YOUR ASSIGNMENT =>
Please reproduce all of the data exactly as it appears, but skip the pictures.

TASK INPUTS =>
_ _ _ _ _ _ _
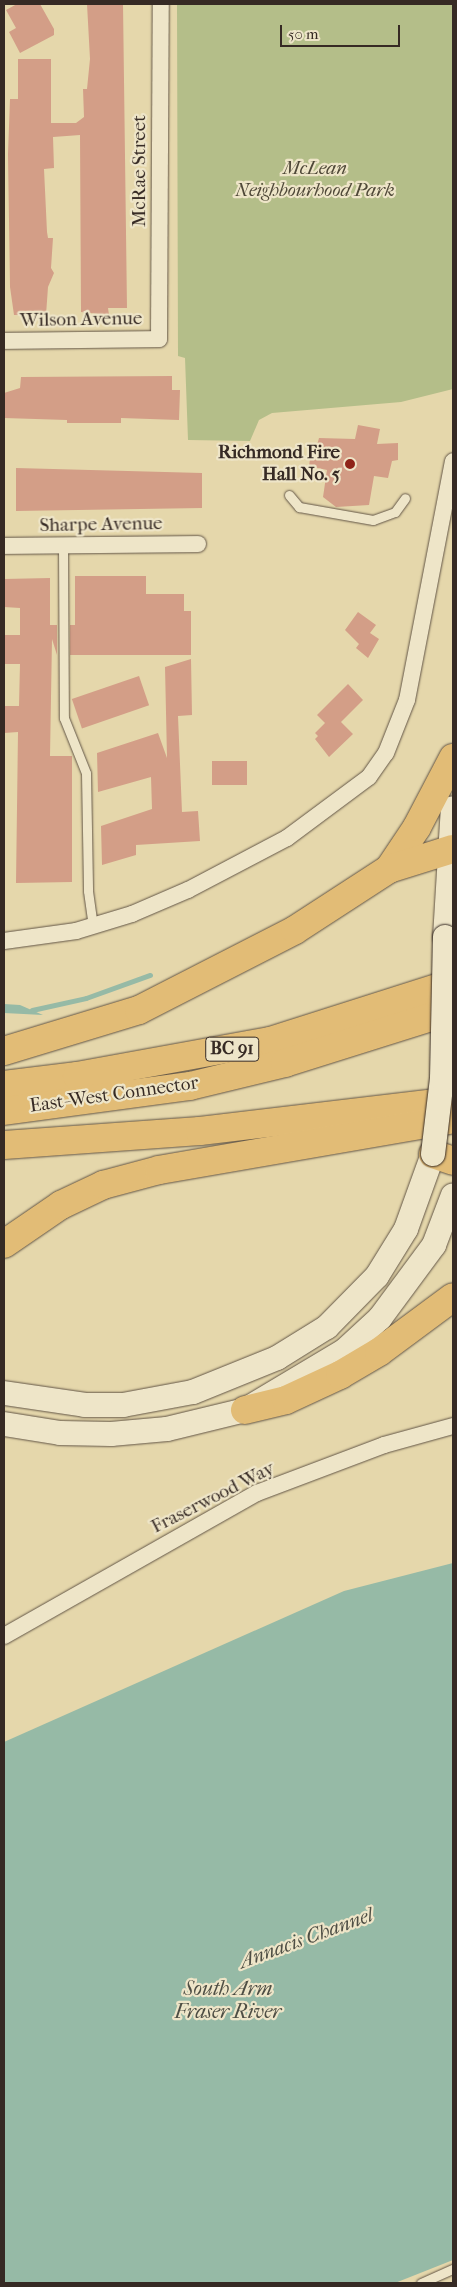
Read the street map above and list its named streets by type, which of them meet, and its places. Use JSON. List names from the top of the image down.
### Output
{
  "streets": {
    "highway": ["BC 91", "East-West Connector"],
    "street": [
      "McRae Street",
      "Wilson Avenue",
      "Sharpe Avenue",
      "Fraserwood Way"
    ]
  },
  "crossings": [
    ["McRae Street", "Wilson Avenue"]
  ],
  "water": ["Annacis Channel", "South Arm Fraser River"],
  "parks": ["McLean Neighbourhood Park"],
  "places": ["Richmond Fire Hall No. 5"],
  "scale_bar": "50 m"
}
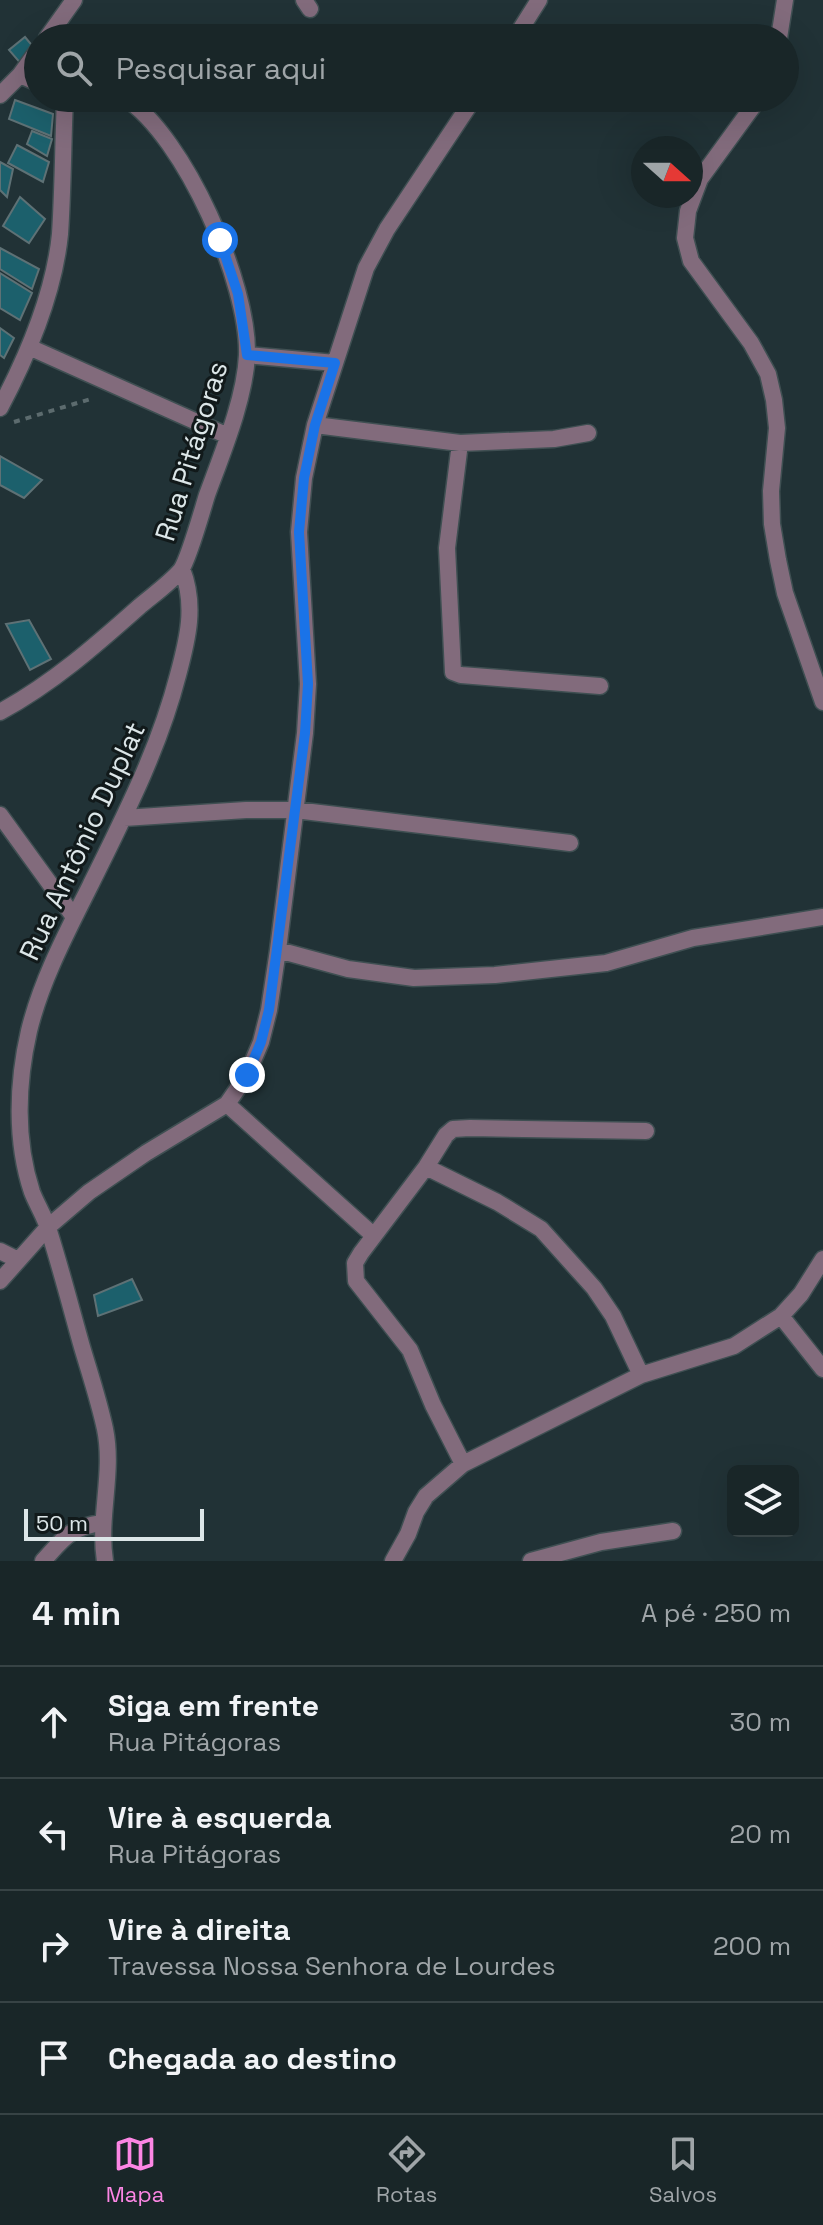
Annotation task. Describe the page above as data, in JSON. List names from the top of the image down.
{
  "streets": {
    "street": ["Rua Pitágoras", "Rua Antônio Duplat"]
  },
  "crossings": [
    ["Rua Pitágoras", "Rua Antônio Duplat"]
  ],
  "scale_bar": "50 m",
  "north": "right",
  "page": {
    "search": "Pesquisar aqui",
    "scale": "50 m",
    "heading": ["4 min", "A pé · 250 m"],
    "list": [
      ["Siga em frente", "Rua Pitágoras", "30 m"],
      ["Vire à esquerda", "Rua Pitágoras", "20 m"],
      ["Vire à direita", "Travessa Nossa Senhora de Lourdes", "200 m"],
      "Chegada ao destino"
    ],
    "nav": ["Mapa", "Rotas", "Salvos"]
  }
}
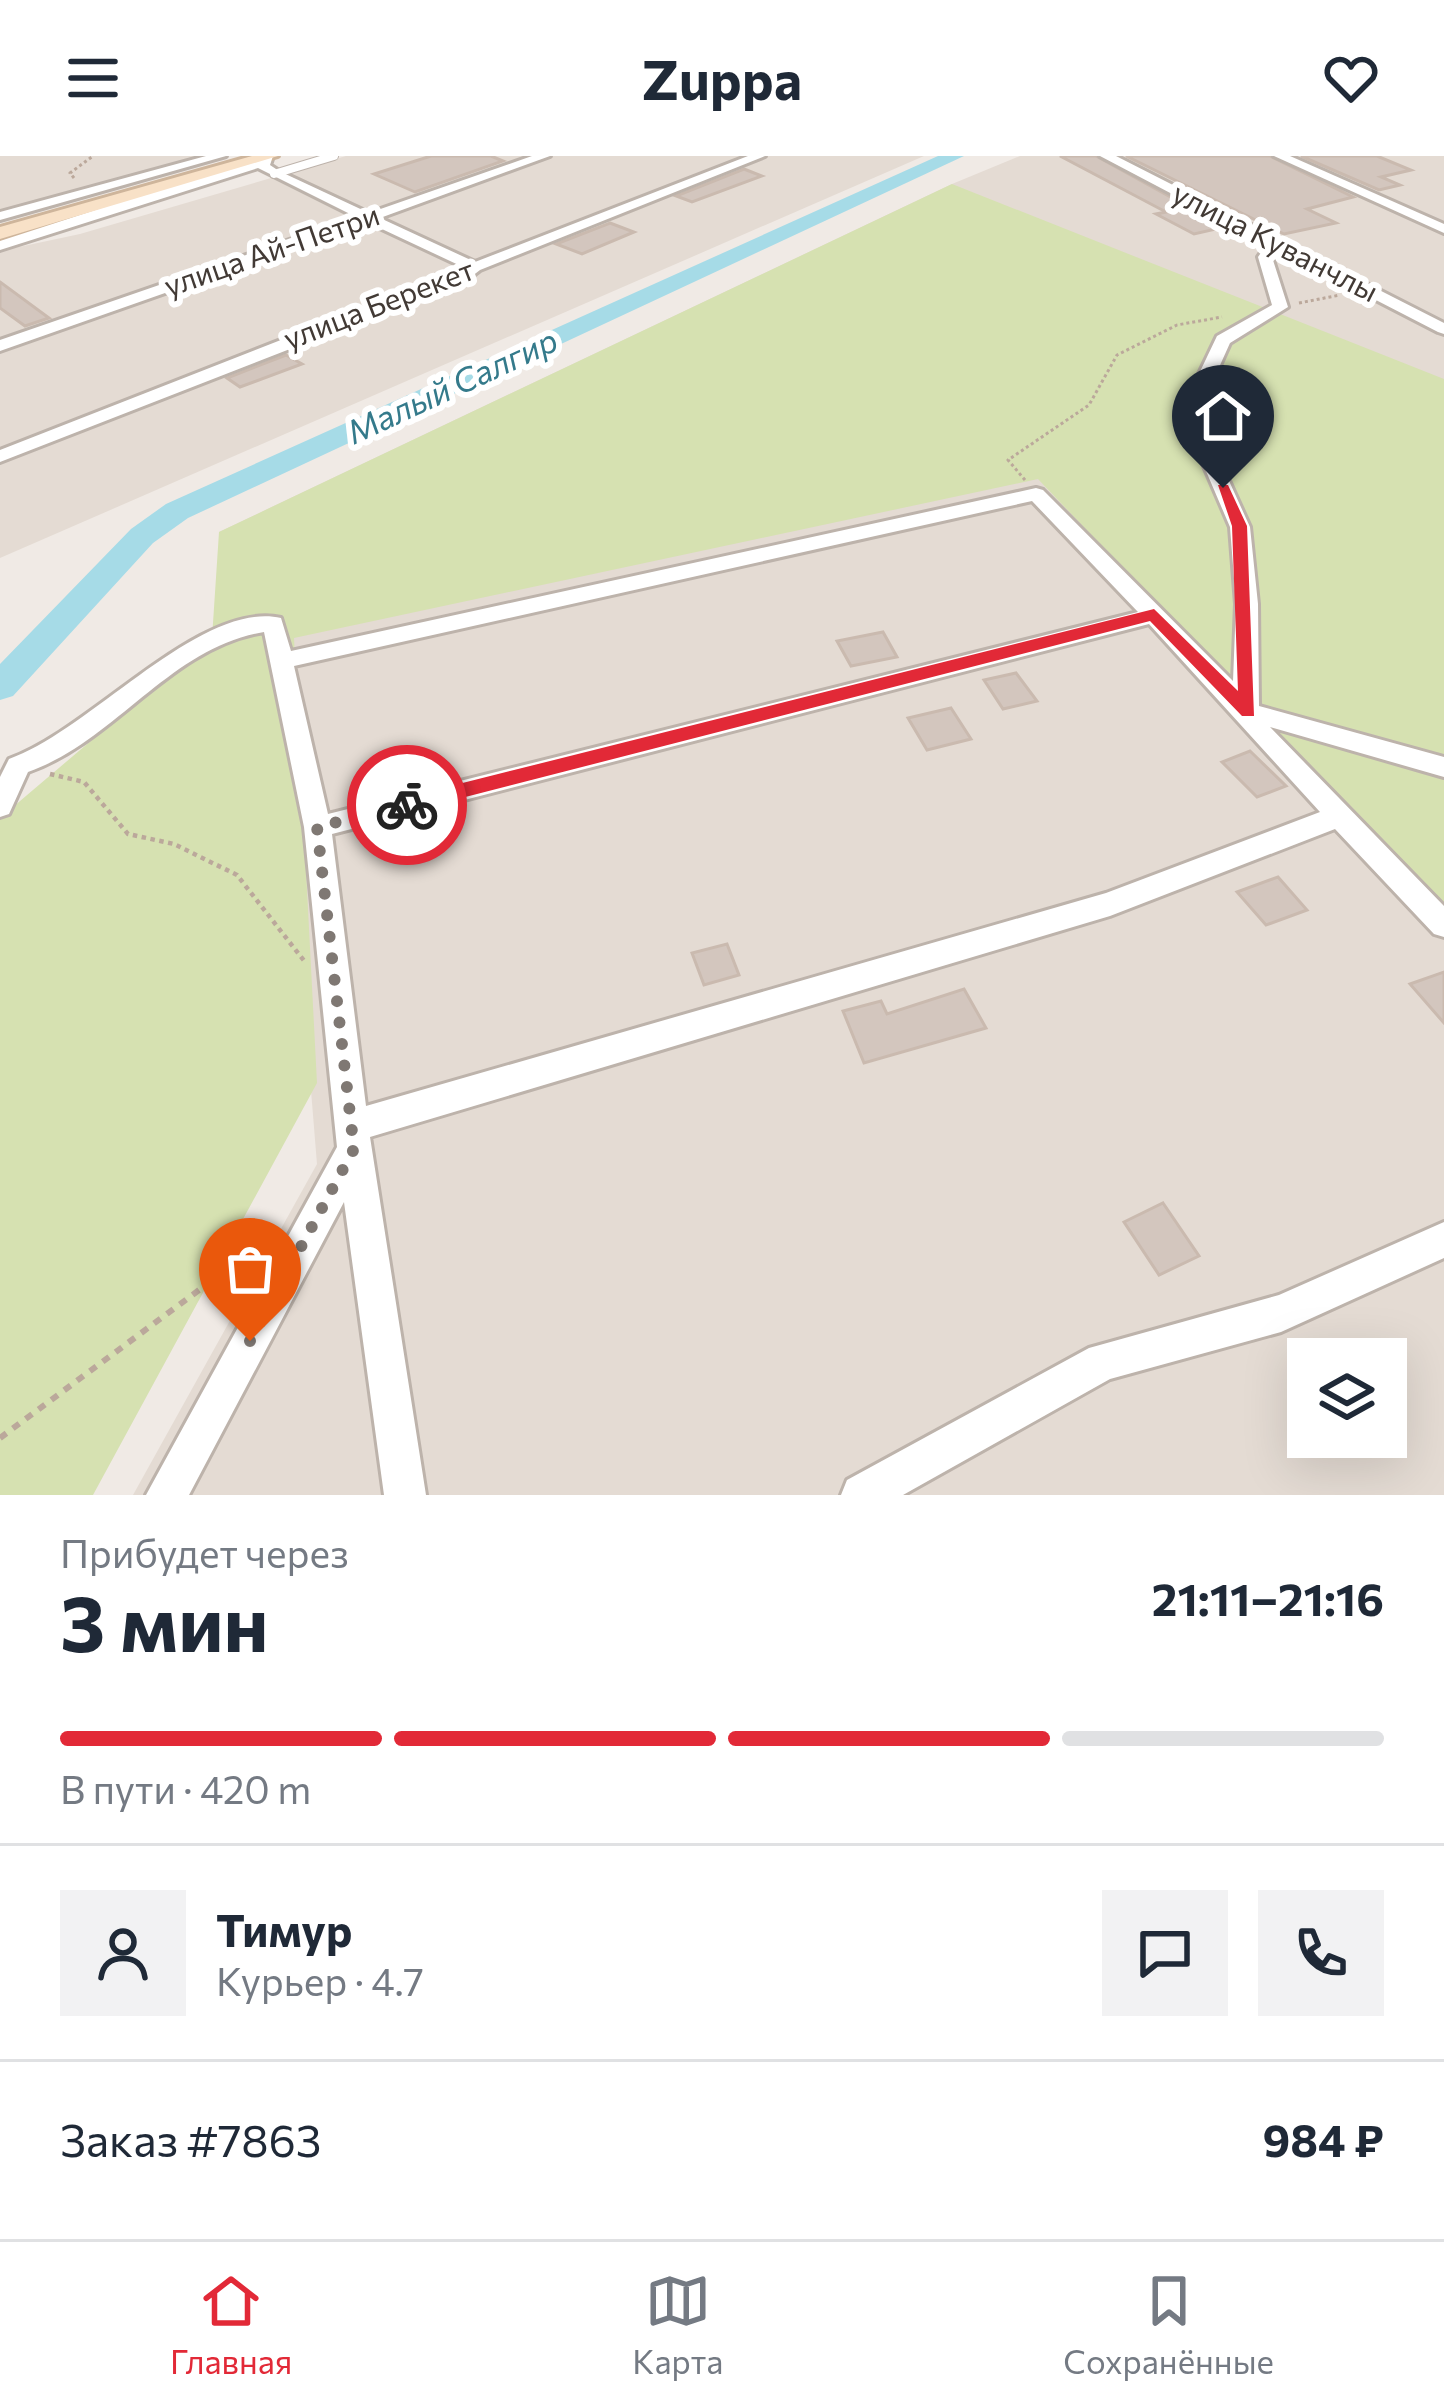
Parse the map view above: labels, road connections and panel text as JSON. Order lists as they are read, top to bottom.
{
  "streets": {
    "street": ["улица Куванчлы", "улица Ай-Петри", "улица Берекет"]
  },
  "water": ["Малый Салгир"],
  "page": {
    "header": "Zuppa",
    "heading": ["3 мин", "Прибудет через", "21:11–21:16"],
    "panel": [
      "Тимур",
      "Курьер · 4.7",
      "Заказ #7863",
      "984 ₽"
    ],
    "bar": "В пути · 420 m",
    "tabs": ["Главная", "Карта", "Сохранённые"]
  }
}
_ _ _ _ _ _ _
WRITTEN RESPONSE =>
Read the street map above and list its named streets by type, which of them meet, and its places. Use JSON. List names from the top of the image down.
### Output
{
  "streets": {
    "highway": ["BC 91", "East-West Connector"],
    "street": [
      "McRae Street",
      "Wilson Avenue",
      "Sharpe Avenue",
      "Fraserwood Way"
    ]
  },
  "crossings": [
    ["McRae Street", "Wilson Avenue"]
  ],
  "water": ["Annacis Channel", "South Arm Fraser River"],
  "parks": ["McLean Neighbourhood Park"],
  "places": ["Richmond Fire Hall No. 5"],
  "scale_bar": "50 m"
}
Annotation task. Describe the page above as data, in JSON. List names from the top of the image down.
{
  "streets": {
    "street": ["Rua Pitágoras", "Rua Antônio Duplat"]
  },
  "crossings": [
    ["Rua Pitágoras", "Rua Antônio Duplat"]
  ],
  "scale_bar": "50 m",
  "north": "right",
  "page": {
    "search": "Pesquisar aqui",
    "scale": "50 m",
    "heading": ["4 min", "A pé · 250 m"],
    "list": [
      ["Siga em frente", "Rua Pitágoras", "30 m"],
      ["Vire à esquerda", "Rua Pitágoras", "20 m"],
      ["Vire à direita", "Travessa Nossa Senhora de Lourdes", "200 m"],
      "Chegada ao destino"
    ],
    "nav": ["Mapa", "Rotas", "Salvos"]
  }
}
Parse the map view above: labels, road connections and panel text as JSON. Order lists as they are read, top to bottom.
{
  "streets": {
    "street": ["улица Куванчлы", "улица Ай-Петри", "улица Берекет"]
  },
  "water": ["Малый Салгир"],
  "page": {
    "header": "Zuppa",
    "heading": ["3 мин", "Прибудет через", "21:11–21:16"],
    "panel": [
      "Тимур",
      "Курьер · 4.7",
      "Заказ #7863",
      "984 ₽"
    ],
    "bar": "В пути · 420 m",
    "tabs": ["Главная", "Карта", "Сохранённые"]
  }
}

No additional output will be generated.